Problem requirements:
Throughout the material below, how many lines include the string "strokeStyle"? Reply with only the number.

Data for this exercise:
....
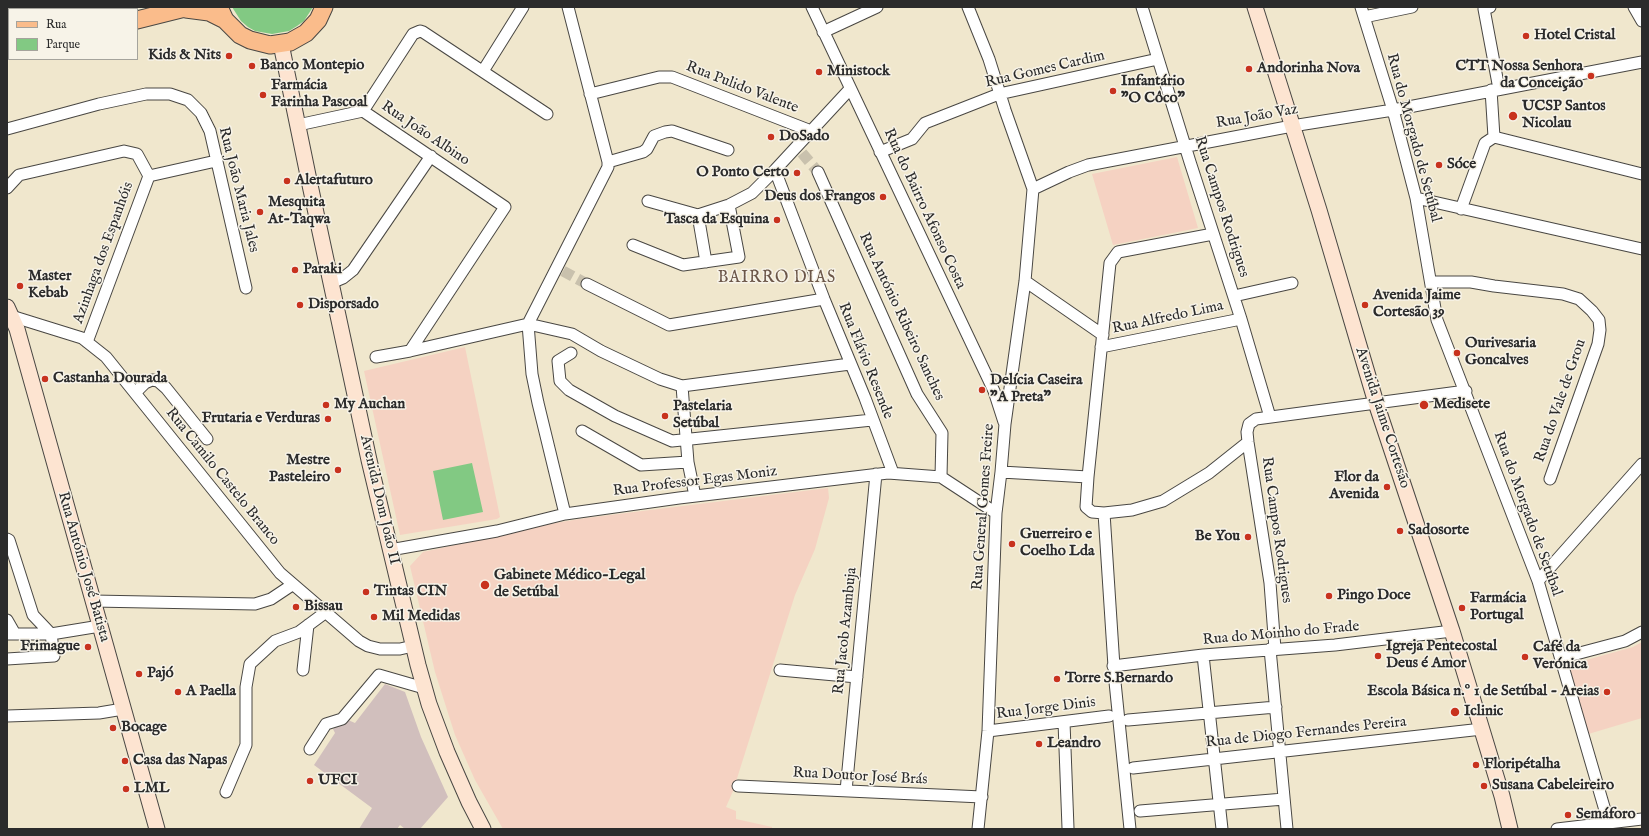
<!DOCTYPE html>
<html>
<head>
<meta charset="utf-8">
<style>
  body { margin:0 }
  #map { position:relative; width:1649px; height:836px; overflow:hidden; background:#f0e7cd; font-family:"IM FELL English",serif }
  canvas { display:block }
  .frame { position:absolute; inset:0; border:8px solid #2b2b2b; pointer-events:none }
  .legend { position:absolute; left:8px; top:8px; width:130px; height:52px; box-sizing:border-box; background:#f7f3e8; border:1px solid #a5a39c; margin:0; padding:5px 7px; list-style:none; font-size:12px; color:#2b2b2b }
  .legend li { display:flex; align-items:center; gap:8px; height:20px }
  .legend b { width:20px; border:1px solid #a5a39c }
</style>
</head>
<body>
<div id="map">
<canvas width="1649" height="836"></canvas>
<div class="frame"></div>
<ul class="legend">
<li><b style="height:5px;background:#fabc8b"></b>Rua</li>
<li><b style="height:11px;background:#82c983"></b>Parque</li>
</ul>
</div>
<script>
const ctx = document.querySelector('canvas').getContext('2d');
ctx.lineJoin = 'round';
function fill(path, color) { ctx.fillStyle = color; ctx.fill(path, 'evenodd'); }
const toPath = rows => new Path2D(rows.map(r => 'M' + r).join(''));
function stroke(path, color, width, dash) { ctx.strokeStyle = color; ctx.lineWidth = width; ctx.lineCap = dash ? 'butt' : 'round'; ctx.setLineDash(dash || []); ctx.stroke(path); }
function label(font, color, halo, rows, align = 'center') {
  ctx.font = font + ' "IM FELL English",serif'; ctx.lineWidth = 3; ctx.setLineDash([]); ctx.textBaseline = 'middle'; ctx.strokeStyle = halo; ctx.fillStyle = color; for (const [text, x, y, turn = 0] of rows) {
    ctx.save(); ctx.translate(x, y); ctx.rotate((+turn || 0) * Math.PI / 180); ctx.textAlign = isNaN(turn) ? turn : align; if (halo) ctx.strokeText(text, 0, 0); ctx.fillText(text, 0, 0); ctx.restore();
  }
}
const built = toPath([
  [1177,157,1198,228,1113,245,1092,174],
  [465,347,500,517,497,519,400,535,364,371],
  [828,488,829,498,815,549,795,595,733,791,726,807,736,811,736,819,772,827,772,829,503,829,475,780,455,735,435,672,410,566,423,552,555,523,586,518],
  [1642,642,1642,718,1585,735,1565,666,1633,647]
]);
const industrial = toPath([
  [385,684,405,692,421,737,448,797,420,829,405,829,400,825,397,829,359,829,372,808,314,765,335,733,333,729,348,720,355,723]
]);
const green = toPath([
  [232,7,313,7,304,21,297,26,289,31,272,34,255,31,248,27,241,21],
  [472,463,483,512,443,520,433,471]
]);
const streetTunnel = toPath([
  [802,153,818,172],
  [563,271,587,284]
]);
const street = toPath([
  [812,7,994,391,1004,422],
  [968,7,989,59,1005,110,1033,189,1025,281,1005,424,1001,472,996,513,988,731,978,829],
  [1142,7,1190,162,1241,319,1270,417],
  [1361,7,1393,110,1416,198,1437,320,1538,581,1609,824],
  [1490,7,1484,9,1499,89],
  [1634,7,1642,21],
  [1364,17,1412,7],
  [823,32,877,7],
  [483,71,523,7],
  [590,94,659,77,672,77,811,131],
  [363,111,413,34,420,31,423,32,547,114],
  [298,125,363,111,505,207,410,351],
  [7,129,99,104,146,94,170,94,188,100,201,113,210,131,246,288],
  [1494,137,1642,174],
  [880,152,912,139,925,123,999,94,1158,59],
  [608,162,643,152,647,149,654,136,665,132,672,131,728,150],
  [775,170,824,299,865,398,893,473],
  [818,172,917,394,942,433,941,477],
  [149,176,216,161],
  [7,188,19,175,124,151,137,154,149,176,87,342],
  [1033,189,1069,172,1088,165,1292,126,1393,110,1642,62],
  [1416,198,1642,249],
  [648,201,698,215,729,205,752,193,775,170,850,89],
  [1461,209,1485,143,1494,137,1491,90],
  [698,215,706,262],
  [633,245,683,265,739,257,729,205],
  [1025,281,1103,335],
  [1431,282,1471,282,1494,286,1563,294,1579,299,1592,311,1599,320,1600,330,1598,344,1550,479],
  [331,283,343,278,353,270,431,156],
  [587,284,669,325,824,299],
  [1234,296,1292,283],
  [8,315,82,338,106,357,280,573,359,641,368,646,380,649,400,649,413,646],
  [528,324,608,167,608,162,568,7],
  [528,324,532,374,538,403,565,514],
  [1101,347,1241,319],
  [571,353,558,361,560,381,569,390,615,416,672,441,872,420],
  [376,357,410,351,528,324,572,334,601,351,660,379,682,386,688,462,695,496],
  [682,386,850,364],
  [135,393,145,383,152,380,158,381,166,388,207,439],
  [582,431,641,465,688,462],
  [1001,472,1088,477,1110,263,1118,252,1213,234],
  [1088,477,1086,507,1092,512,1104,513,1132,510,1163,501,1209,473,1248,442],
  [1104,513,1115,682,1130,829],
  [7,539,9,540,33,615,51,634,54,656,7,659],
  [390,550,497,531,565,514,679,498,888,473,941,477,996,513],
  [1538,581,1642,464],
  [93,601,255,604,271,599,292,585],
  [7,620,15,634],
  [7,634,51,634,100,626],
  [1270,649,1287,829],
  [1275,649,1270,583,1248,442,1247,432,1249,424,1256,419,1466,391],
  [1203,655,1222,829],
  [1561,658,1625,641,1642,632],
  [1113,666,1203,655,1335,645,1452,631],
  [303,670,308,625],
  [780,670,857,677],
  [7,716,99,713,123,709],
  [1128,720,1276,707],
  [1064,722,1068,828],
  [988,731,1109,716],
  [310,749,326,724,342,719,379,675,424,688],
  [1133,768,1482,729],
  [738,786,982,797],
  [846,791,876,474],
  [226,792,246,745,246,687,250,664,275,641,299,632,326,612],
  [1140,811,1284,799],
  [1557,829,1642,819]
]);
const secondary = toPath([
  [1255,7,1319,210,1376,403,1452,631,1502,796,1510,829],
  [281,44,310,185,369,460,418,665,429,704,447,752,469,802,483,829],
  [7,307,17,329,157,829]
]);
const primary = toPath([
  [219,7,225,20,240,35,250,40,270,45,290,42,306,33,318,20,324,7],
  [186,9,209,12,225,20],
  [137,20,189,7],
  [7,49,9,48]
]);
const markers = [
  [1526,36,4,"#c8321e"],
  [229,56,4,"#c8321e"],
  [252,66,4,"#c8321e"],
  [1249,69,4,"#c8321e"],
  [819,72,4,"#c8321e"],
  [1591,76,4,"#c8321e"],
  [1113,91,4,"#c8321e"],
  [263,95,4,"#c8321e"],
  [1513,116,5,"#c8321e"],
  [771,137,4,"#c8321e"],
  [1439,165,4,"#c8321e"],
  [797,173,4,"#c8321e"],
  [287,181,4,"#c8321e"],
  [883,197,4,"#c8321e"],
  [260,212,4,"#c8321e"],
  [777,220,4,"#c8321e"],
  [295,270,4,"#c8321e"],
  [20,286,4,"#c8321e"],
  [300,305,4,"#c8321e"],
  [1365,305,4,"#c8321e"],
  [1457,353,4,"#c8321e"],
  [45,379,4,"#c8321e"],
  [982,390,4,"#c8321e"],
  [326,405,4,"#c8321e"],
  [1424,405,5,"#c8321e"],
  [665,416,4,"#c8321e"],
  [328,419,4,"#c8321e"],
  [338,470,4,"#c8321e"],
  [1387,487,4,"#c8321e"],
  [1400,531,4,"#c8321e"],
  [1248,537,4,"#c8321e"],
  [1012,544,4,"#c8321e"],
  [485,585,5,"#c8321e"],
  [366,592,4,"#c8321e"],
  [1329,596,4,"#c8321e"],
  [296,607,4,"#c8321e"],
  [1462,608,4,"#c8321e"],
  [374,617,4,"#c8321e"],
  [88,647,4,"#c8321e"],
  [1378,656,4,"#c8321e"],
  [1525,657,4,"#c8321e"],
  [139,674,4,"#c8321e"],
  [1057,679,4,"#c8321e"],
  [178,692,4,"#c8321e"],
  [1607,692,4,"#c8321e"],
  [1455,712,5,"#c8321e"],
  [113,728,4,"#c8321e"],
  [1039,744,4,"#c8321e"],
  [125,761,4,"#c8321e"],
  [1476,765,4,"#c8321e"],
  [310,781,4,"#c8321e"],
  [1484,786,4,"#c8321e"],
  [126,789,4,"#c8321e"],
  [1568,815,4,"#c8321e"]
];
const poiNames = [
  ["Hotel Cristal",1534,36],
  ["Kids & Nits",221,56,"right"],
  ["Banco Montepio",260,66],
  ["CTT Nossa Senhora",1583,67,"right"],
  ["da Conceição",1583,84,"right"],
  ["Andorinha Nova",1257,69],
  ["Ministock",827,72],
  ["Infantário",1121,82],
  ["\"O Côco\"",1121,99],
  ["Farmácia",271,86],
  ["Farinha Pascoal",271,103],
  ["UCSP Santos",1522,107],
  ["Nicolau",1522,124],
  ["DoSado",779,137],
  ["Sóce",1447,165],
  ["O Ponto Certo",789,173,"right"],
  ["Alertafuturo",295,181],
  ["Deus dos Frangos",875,197,"right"],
  ["Mesquita",268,203],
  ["At-Taqwa",268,220],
  ["Tasca da Esquina",769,220,"right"],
  ["Paraki",303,270],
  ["Master",28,277],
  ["Kebab",28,294],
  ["Avenida Jaime",1373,296],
  ["Cortesão 39",1373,313],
  ["Disporsado",308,305],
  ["Ourivesaria",1465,344],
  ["Goncalves",1465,361],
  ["Castanha Dourada",53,379],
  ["Delícia Caseira",990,381],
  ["\"A Preta\"",990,398],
  ["My Auchan",334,405],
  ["Medisete",1433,405],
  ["Pastelaria",673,407],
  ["Setúbal",673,424],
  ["Frutaria e Verduras",320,419,"right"],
  ["Mestre",330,461,"right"],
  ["Pasteleiro",330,478,"right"],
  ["Flor da",1379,478,"right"],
  ["Avenida",1379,495,"right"],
  ["Sadosorte",1408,531],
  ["Guerreiro e",1020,535],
  ["Coelho Lda",1020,552],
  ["Be You",1240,537,"right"],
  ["Gabinete Médico-Legal",494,576],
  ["de Setúbal",494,593],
  ["Tintas CIN",374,592],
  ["Pingo Doce",1337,596],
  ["Farmácia",1470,599],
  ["Portugal",1470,616],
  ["Bissau",304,607],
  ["Mil Medidas",382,617],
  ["Frimague",80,647,"right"],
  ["Igreja Pentecostal",1386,647],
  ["Deus é Amor",1386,664],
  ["Café da",1533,648],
  ["Verónica",1533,665],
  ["Pajó",147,674],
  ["Torre S.Bernardo",1065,679],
  ["A Paella",186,692],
  ["Escola Básica n.º 1 de Setúbal - Areias",1599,692,"right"],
  ["Iclinic",1464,712],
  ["Bocage",121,728],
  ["Leandro",1047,744],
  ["Casa das Napas",133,761],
  ["Floripétalha",1484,765],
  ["UFCI",318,781],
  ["Susana Cabeleireiro",1492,786],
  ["LML",134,789],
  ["Semáforo",1576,815]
];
const streetNames = [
  ["Rua Gomes Cardim",1045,70,-13],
  ["Rua Pulido Valente",742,88,21],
  ["Rua João Vaz",1257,117,-10],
  ["Rua João Albino",425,134,34],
  ["Rua do Morgado de Setúbal",1413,138,75],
  ["Rua João Maria Jales",238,190,76],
  ["Rua Campos Rodrigues",1221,207,72],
  ["Rua do Bairro Afonso Costa",924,209,65],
  ["Azinhaga dos Espanhóis",104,253,-70],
  ["Rua António Ribeiro Sanches",901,317,65],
  ["Rua Alfredo Lima",1168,318,-12],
  ["Rua Flávio Resende",865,361,68],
  ["Rua do Vale de Grou",1561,401,-71],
  ["Avenida Jaime Cortesão",1382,418,72],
  ["Rua Camilo Castelo Branco",222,477,51],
  ["Rua Professor Egas Moniz",695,482,-7],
  ["Avenida Dom João II",379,500,77],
  ["Rua General Gomes Freire",984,507,-86],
  ["Rua do Morgado de Setúbal",1527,514,70],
  ["Rua Campos Rodrigues",1276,530,82],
  ["Rua António José Batista",83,567,74],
  ["Rua Jacob Azambuja",846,631,-84],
  ["Rua do Moinho do Frade",1281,634,-5],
  ["Rua Jorge Dinis",1046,709,-7],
  ["Rua de Diogo Fernandes Pereira",1306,733,-6],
  ["Rua Doutor José Brás",860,777,3]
];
const neighbourhoodNames = [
  ["BAIRRO DIAS",777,279]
];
fill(built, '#f5d2c2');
fill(industrial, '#d1bfbd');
fill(green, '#82c983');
stroke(streetTunnel, '#c9c1ad', 11, [11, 5.5]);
stroke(street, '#494743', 13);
stroke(secondary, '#494743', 17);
stroke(primary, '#494743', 19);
stroke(street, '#fff', 11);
stroke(secondary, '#fde4d1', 15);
stroke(primary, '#fabc8b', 17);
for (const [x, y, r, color] of markers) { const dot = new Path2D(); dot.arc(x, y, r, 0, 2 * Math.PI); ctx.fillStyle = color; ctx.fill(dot); stroke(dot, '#f7f3e8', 1.5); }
label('bold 15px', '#2b2b2b', '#f7f3e8', poiNames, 'left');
label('15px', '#2b2b2b', '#f7f3e8', streetNames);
ctx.letterSpacing = '1px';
label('16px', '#6b5648', '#f7f3e8', neighbourhoodNames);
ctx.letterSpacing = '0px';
</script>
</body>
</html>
....
Exercise response:
2